À 7 km do povoado colombiano de Vila de Leyva, encontra-se um dos mais intrigantes centros astronômicos pré-colombianos, construído pela cultura Muisca, que habitou a região com maior intensidade entre 600 e 1536 dC. Qual seria o verdadeiro significado em “El Infiernito”, do alinhamento de suas rochas com os astros celestes? Seriam os dolmens fálicos, uma tentativa de alteração do equilíbrio cósmico?


Caminhar pelo povoado de Vila de Leyva é como retornar ao passado. A vida ocorre tranqüila e cordial em meio às suas vielas e casarões coloniais. Fundada em 1572 por Hernán Suárez de Villalobos, Vila de Leyva guarda um patrimônio histórico, paleontológico e arqueológico como em poucos lugares existem. Seu rico passado paleontológico deve-se ao fato de ter sido – há 120 milhões de anos – fundo de oceano, antes da elevação da Cordilheira dos Andes. Uma grande e rica camada sedimentar ficou assim depositada, nos vales próximos ao povoado. Em toda a região, um grande
número de fósseis estão sendo localizados, entre os quais, esqueletos completos de Cronossauros. Muito deste patrimônio local, pode ser visitado a pé. Saindo da Plaza Mayor de Vila de Leyva, é possível atingir “El Infiernito” seguindo pela Carrera 10 sentido oeste. O observatório Muisca encontra-se à aproximadamente 7 Km (1:40 hora de caminhada).

Num passado mais recente – 600 dC – toda a Cordilheira Oriental estava ocupada por culturas indígenas do tronco lingüístico chibcha. A maioria provenientes da América Central. Quando os europeus chegaram à Colômbia, encontravam vários grupos – entre eles os Muiscas, construtores de El Infiernito – partilhando de costumes e crenças semelhantes, sem formarem, contudo, uma unidade política. Estas tradições comuns contribuíram para a produção de adornos em metal (em especial o ouro), além de um intercâmbio de produtos naturais, como o sal (proveniente da região litorânea ocupada pelos Taironas), cerâmica, folhas de coca, algodão (com o qual teciam gorros e mantas) e esmeraldas.

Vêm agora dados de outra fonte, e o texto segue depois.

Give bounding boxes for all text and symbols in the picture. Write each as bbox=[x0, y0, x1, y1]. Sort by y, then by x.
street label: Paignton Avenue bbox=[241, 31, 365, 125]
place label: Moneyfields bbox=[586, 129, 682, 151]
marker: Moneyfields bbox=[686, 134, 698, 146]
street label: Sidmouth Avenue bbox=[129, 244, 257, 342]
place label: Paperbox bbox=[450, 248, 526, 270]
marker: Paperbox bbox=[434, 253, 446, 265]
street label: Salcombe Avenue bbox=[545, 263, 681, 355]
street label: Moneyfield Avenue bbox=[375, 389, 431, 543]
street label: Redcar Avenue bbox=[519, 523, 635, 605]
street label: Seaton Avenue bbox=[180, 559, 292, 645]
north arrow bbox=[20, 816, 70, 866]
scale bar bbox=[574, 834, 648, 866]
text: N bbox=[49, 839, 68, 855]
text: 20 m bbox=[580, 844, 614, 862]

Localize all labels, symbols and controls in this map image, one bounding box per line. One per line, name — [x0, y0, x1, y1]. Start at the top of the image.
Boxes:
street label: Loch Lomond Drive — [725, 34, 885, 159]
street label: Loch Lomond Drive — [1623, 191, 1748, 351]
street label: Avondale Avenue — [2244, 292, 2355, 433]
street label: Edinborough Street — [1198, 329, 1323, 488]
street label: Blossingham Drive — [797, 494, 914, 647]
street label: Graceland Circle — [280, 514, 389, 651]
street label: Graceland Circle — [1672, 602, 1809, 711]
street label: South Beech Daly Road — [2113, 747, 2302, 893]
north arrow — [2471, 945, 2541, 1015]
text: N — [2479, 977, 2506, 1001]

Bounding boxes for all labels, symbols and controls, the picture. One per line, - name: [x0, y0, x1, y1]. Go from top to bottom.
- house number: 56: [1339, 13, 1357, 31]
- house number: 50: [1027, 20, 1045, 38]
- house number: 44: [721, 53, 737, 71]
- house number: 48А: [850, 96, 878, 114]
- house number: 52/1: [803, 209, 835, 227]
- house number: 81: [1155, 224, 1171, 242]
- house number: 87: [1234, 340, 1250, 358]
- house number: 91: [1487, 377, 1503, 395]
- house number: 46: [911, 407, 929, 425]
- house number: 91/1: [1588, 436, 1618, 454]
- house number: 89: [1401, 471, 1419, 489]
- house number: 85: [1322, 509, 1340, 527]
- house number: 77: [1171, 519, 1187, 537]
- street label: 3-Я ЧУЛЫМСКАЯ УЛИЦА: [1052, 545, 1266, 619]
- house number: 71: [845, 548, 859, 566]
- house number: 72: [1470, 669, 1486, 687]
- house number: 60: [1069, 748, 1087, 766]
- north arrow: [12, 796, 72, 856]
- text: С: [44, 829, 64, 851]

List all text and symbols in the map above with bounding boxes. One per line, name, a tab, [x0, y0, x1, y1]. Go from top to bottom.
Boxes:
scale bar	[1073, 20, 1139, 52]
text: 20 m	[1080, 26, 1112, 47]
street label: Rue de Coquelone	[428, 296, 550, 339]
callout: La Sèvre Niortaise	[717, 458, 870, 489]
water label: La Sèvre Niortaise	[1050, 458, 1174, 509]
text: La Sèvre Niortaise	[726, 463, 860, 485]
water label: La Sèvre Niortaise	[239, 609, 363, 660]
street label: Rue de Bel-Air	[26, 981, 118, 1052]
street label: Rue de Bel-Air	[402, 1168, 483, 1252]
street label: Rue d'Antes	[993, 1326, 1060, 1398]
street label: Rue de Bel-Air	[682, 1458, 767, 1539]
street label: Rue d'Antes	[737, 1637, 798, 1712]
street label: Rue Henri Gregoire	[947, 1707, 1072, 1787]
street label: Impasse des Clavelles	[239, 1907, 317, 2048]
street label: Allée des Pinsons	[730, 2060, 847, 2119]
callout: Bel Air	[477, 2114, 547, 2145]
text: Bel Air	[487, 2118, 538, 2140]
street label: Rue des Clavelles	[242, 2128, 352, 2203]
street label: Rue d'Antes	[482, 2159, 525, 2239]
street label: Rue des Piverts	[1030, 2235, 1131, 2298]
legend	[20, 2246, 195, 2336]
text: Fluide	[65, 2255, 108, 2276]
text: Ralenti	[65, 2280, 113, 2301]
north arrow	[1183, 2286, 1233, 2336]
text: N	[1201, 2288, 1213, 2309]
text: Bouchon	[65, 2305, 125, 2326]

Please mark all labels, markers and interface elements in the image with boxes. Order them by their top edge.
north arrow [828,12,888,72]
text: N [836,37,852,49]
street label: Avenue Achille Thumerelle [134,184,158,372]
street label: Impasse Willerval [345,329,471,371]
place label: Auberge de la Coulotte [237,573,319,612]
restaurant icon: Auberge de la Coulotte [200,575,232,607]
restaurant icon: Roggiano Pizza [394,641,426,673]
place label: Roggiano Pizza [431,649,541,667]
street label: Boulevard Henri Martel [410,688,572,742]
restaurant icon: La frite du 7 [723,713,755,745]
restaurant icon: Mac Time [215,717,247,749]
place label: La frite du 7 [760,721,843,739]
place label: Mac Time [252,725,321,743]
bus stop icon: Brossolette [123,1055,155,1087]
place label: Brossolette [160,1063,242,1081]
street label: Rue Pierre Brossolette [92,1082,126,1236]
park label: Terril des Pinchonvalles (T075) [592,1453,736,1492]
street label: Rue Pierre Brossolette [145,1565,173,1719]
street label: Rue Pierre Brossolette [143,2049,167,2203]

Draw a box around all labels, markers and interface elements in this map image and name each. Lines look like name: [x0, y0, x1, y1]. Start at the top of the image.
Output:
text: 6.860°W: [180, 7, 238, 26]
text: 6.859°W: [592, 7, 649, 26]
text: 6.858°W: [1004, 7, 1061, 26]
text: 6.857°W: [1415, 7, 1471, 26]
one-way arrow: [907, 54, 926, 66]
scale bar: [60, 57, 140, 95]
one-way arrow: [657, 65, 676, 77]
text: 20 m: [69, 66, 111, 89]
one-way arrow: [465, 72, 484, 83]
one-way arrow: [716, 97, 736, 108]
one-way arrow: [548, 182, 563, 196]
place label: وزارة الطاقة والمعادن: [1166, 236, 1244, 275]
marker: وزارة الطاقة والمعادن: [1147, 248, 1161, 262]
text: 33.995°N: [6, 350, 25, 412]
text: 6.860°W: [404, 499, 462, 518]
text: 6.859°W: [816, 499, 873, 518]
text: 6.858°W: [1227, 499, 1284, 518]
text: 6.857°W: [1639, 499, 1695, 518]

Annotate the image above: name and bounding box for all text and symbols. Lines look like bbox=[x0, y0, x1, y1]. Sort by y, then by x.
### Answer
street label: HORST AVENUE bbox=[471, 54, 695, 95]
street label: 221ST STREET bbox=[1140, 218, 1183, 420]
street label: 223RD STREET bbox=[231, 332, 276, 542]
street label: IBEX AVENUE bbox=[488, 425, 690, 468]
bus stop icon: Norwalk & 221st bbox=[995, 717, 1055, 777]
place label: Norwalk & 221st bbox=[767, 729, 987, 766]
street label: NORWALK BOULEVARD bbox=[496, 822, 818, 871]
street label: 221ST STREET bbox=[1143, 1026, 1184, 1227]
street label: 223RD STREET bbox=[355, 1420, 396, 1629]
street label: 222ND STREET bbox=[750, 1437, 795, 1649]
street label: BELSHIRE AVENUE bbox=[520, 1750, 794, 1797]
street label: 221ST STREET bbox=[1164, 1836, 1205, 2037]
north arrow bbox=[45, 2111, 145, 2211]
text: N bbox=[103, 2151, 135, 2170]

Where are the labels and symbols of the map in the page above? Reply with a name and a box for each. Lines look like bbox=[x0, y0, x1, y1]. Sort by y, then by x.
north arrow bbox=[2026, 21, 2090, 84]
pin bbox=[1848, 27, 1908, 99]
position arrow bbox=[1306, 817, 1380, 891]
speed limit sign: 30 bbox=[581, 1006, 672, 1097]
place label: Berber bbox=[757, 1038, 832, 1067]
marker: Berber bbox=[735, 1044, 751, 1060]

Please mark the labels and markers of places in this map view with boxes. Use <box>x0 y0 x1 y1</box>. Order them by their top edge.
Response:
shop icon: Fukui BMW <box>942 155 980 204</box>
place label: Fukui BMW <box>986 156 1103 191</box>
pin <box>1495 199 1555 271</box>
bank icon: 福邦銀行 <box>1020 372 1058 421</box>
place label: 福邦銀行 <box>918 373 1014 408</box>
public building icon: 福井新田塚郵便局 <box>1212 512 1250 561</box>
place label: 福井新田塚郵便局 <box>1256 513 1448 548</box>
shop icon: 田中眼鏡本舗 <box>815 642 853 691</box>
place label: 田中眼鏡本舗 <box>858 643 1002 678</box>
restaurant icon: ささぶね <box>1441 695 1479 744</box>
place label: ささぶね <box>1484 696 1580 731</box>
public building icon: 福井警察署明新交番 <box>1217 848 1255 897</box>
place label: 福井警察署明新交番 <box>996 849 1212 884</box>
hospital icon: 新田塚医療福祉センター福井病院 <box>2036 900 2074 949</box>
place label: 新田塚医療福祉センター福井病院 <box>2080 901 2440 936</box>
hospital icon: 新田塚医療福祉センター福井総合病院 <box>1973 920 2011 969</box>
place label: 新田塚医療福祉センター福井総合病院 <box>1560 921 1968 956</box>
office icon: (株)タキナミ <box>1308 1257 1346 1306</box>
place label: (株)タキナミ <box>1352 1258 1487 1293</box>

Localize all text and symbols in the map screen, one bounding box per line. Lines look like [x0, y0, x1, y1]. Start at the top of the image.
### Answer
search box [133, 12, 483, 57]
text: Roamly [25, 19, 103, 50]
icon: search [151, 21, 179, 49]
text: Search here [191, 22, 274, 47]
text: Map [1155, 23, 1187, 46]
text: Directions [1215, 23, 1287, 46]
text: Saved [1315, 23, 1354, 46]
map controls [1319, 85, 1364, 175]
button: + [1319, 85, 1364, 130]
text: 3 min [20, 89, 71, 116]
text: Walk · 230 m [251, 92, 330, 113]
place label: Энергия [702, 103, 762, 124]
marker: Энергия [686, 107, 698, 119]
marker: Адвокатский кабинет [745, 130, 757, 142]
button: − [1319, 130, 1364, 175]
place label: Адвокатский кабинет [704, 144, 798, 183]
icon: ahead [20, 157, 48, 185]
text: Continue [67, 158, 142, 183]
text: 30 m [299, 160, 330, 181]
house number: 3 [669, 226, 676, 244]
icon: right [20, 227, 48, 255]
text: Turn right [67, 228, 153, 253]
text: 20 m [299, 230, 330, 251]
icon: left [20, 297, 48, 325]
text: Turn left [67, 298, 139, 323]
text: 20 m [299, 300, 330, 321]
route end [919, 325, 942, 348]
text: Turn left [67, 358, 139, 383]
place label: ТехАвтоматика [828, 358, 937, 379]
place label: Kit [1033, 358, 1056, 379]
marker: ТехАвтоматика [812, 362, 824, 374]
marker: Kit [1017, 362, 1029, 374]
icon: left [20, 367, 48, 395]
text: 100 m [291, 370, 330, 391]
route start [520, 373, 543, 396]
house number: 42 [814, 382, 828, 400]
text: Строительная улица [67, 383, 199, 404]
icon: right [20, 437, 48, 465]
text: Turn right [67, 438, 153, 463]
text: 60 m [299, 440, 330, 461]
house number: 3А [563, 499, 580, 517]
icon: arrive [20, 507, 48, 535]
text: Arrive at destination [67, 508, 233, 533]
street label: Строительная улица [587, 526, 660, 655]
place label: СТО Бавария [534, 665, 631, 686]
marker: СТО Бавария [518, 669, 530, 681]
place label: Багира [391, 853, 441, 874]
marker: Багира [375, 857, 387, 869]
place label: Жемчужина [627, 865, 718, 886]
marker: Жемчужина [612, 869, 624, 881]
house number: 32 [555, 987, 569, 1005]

As ruínas do centro astronômico Muisca revelam a presença de profundos preceitos religiosos. Múmias e oferendas – constituídos por figuras de homens e animais – foram encontrados no local. Além destes, sabemos também que era costume os antigos povos colombianos inalarem alucinógenos como forma de se comunicarem com criaturas míticas, na esperança talvez de benefícios climáticos. Partilhavam em suma, de uma mesma visão cosmológica. Esta visão do cosmos é para nós, revelada nos artefatos encontrados pelos arqueólogos e huaqueros (caçadores

de tesouros): muitas das peças de ouro hoje expostas nos museus colombianos, são claras representações de animais antropormofizados. Homens-Jaguar, Homens-Morcego, Homens-Pássaros, entre outros, revelam a necessidade dos indígenas no totenismo: a “transformação” humana em animal, adquirindo seus poderes através de rituais. Os sacerdotes e caciques locais manifestavam essa força e poder através do uso de ornamentos específicos – feitos em ouro – como as narigueiras, peitorais e utensílios de orelha que lembravam características físicas de animais. Esses adornos lhes conferiam poder religioso e autoridade local.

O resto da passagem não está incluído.